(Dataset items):

==========

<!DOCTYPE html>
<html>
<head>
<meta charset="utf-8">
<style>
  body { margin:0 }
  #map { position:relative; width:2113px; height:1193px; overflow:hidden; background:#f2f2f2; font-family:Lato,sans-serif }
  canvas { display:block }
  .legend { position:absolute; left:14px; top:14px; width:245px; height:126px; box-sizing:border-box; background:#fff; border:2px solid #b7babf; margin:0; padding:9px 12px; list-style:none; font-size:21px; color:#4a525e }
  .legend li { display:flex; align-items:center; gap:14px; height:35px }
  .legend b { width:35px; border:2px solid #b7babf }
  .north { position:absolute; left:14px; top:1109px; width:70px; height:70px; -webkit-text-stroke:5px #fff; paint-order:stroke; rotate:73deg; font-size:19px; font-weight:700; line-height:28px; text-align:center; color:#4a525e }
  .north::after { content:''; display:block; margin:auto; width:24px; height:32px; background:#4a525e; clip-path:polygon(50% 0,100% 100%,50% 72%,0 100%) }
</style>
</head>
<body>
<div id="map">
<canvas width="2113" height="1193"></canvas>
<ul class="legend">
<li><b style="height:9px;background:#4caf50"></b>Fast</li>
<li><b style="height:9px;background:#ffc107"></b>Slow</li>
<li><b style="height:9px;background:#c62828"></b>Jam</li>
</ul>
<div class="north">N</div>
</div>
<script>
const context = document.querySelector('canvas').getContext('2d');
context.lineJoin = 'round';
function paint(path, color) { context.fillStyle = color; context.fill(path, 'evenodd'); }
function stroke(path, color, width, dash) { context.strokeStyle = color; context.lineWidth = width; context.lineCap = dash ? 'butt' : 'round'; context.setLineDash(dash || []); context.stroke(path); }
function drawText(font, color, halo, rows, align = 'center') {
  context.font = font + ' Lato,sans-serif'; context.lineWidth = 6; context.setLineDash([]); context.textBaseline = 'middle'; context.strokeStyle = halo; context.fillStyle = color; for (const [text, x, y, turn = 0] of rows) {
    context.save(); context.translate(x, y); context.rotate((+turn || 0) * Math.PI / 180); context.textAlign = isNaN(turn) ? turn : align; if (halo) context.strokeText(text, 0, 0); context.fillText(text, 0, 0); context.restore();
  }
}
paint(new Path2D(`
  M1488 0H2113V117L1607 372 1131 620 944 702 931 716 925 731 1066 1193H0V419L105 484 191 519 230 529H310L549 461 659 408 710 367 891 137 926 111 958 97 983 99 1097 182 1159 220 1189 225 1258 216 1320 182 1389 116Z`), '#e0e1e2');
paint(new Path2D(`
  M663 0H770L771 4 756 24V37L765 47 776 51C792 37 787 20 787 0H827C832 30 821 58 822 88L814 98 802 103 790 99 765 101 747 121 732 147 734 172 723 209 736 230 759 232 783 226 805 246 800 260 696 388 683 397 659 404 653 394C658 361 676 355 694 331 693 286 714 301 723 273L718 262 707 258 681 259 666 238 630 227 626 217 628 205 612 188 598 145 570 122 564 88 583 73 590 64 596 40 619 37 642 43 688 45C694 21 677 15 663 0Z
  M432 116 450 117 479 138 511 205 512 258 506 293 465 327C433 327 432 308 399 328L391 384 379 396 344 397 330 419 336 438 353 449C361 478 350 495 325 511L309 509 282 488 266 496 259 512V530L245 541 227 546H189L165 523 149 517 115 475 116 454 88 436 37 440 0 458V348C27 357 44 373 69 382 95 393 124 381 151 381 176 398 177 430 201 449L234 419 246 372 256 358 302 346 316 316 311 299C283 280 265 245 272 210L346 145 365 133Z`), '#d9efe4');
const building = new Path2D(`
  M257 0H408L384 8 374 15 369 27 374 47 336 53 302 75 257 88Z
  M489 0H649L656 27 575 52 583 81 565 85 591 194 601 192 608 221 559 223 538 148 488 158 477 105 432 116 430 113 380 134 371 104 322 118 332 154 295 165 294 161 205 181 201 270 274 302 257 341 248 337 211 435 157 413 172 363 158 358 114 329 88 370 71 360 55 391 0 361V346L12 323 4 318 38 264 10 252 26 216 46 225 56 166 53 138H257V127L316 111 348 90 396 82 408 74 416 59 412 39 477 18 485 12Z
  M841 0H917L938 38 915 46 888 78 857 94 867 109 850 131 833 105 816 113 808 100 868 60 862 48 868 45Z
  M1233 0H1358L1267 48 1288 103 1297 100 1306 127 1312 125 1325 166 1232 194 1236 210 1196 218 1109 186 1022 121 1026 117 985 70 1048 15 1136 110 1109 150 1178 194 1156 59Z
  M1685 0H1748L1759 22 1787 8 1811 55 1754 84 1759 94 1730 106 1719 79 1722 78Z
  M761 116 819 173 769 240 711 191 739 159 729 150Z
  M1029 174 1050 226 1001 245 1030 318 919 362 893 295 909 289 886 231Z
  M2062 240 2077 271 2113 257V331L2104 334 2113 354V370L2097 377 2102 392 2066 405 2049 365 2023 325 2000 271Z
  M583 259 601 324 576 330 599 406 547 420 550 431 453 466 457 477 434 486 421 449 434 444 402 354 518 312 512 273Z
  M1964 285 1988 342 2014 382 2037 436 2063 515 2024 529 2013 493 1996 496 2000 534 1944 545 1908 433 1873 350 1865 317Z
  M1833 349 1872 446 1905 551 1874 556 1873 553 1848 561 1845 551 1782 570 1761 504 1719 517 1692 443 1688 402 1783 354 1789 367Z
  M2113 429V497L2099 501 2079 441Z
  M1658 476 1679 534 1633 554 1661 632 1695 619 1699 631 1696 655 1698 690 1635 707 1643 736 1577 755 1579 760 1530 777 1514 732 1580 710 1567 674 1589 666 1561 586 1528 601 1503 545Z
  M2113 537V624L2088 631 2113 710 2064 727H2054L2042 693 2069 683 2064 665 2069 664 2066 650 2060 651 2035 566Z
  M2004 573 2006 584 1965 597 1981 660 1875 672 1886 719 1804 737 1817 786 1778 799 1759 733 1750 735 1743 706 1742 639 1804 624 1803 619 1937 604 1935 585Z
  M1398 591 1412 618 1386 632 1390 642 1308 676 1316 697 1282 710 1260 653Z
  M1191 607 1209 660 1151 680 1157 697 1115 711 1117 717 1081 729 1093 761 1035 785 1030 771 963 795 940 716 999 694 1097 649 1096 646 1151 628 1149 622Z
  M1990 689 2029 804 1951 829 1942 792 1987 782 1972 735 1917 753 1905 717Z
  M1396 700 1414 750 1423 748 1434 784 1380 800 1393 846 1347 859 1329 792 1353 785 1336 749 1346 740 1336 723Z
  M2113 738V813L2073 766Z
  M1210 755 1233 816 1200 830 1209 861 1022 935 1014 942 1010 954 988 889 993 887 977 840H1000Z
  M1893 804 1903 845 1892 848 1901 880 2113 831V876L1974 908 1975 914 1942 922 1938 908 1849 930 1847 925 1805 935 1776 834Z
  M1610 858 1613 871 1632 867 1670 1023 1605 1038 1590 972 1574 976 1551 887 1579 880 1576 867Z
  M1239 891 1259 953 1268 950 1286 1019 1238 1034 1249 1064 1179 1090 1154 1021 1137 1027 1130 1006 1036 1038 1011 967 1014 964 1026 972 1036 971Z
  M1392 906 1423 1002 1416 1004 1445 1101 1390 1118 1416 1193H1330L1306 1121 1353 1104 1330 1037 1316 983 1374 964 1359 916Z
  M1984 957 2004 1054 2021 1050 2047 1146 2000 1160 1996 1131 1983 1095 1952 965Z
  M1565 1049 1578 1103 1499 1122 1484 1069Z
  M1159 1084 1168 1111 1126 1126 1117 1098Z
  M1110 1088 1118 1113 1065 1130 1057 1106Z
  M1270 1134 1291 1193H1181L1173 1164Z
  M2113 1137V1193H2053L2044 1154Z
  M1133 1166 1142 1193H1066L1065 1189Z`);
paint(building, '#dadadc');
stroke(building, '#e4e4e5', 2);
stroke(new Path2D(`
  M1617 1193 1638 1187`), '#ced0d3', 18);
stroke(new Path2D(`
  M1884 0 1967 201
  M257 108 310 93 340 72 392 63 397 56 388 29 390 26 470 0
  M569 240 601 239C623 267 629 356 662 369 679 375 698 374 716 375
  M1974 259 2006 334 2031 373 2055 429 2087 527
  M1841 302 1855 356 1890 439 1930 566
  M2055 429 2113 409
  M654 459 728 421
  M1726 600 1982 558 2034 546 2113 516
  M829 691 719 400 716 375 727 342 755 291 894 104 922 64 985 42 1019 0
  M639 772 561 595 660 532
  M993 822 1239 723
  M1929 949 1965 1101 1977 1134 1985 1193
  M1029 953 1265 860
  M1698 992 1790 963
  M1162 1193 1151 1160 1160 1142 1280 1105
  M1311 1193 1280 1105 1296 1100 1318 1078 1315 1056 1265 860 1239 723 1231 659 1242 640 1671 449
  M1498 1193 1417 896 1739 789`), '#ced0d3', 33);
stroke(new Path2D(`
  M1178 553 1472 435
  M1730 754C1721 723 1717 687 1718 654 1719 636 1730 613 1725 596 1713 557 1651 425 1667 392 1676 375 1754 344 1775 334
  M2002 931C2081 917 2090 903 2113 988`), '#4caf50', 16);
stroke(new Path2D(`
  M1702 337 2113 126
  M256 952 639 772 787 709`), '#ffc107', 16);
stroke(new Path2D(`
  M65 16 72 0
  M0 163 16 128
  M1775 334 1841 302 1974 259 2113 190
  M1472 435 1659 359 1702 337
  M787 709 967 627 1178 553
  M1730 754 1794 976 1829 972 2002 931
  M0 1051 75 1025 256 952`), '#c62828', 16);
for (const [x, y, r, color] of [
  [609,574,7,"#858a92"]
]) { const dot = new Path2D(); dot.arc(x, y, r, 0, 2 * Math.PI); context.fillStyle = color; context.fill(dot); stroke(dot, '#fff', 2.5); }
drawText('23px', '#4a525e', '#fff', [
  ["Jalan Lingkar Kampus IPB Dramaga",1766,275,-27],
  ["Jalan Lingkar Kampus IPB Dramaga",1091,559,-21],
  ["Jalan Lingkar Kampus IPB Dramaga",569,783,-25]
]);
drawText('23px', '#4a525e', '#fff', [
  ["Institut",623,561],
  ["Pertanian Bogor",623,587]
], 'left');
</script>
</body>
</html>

==========

(What you have to do): Write down exactly the span of lines above from the one containing "M1210 755 1233" to the one containing "M257 108 310", both ends included.

(Expected answer):
  M1210 755 1233 816 1200 830 1209 861 1022 935 1014 942 1010 954 988 889 993 887 977 840H1000Z
  M1893 804 1903 845 1892 848 1901 880 2113 831V876L1974 908 1975 914 1942 922 1938 908 1849 930 1847 925 1805 935 1776 834Z
  M1610 858 1613 871 1632 867 1670 1023 1605 1038 1590 972 1574 976 1551 887 1579 880 1576 867Z
  M1239 891 1259 953 1268 950 1286 1019 1238 1034 1249 1064 1179 1090 1154 1021 1137 1027 1130 1006 1036 1038 1011 967 1014 964 1026 972 1036 971Z
  M1392 906 1423 1002 1416 1004 1445 1101 1390 1118 1416 1193H1330L1306 1121 1353 1104 1330 1037 1316 983 1374 964 1359 916Z
  M1984 957 2004 1054 2021 1050 2047 1146 2000 1160 1996 1131 1983 1095 1952 965Z
  M1565 1049 1578 1103 1499 1122 1484 1069Z
  M1159 1084 1168 1111 1126 1126 1117 1098Z
  M1110 1088 1118 1113 1065 1130 1057 1106Z
  M1270 1134 1291 1193H1181L1173 1164Z
  M2113 1137V1193H2053L2044 1154Z
  M1133 1166 1142 1193H1066L1065 1189Z`);
paint(building, '#dadadc');
stroke(building, '#e4e4e5', 2);
stroke(new Path2D(`
  M1617 1193 1638 1187`), '#ced0d3', 18);
stroke(new Path2D(`
  M1884 0 1967 201
  M257 108 310 93 340 72 392 63 397 56 388 29 390 26 470 0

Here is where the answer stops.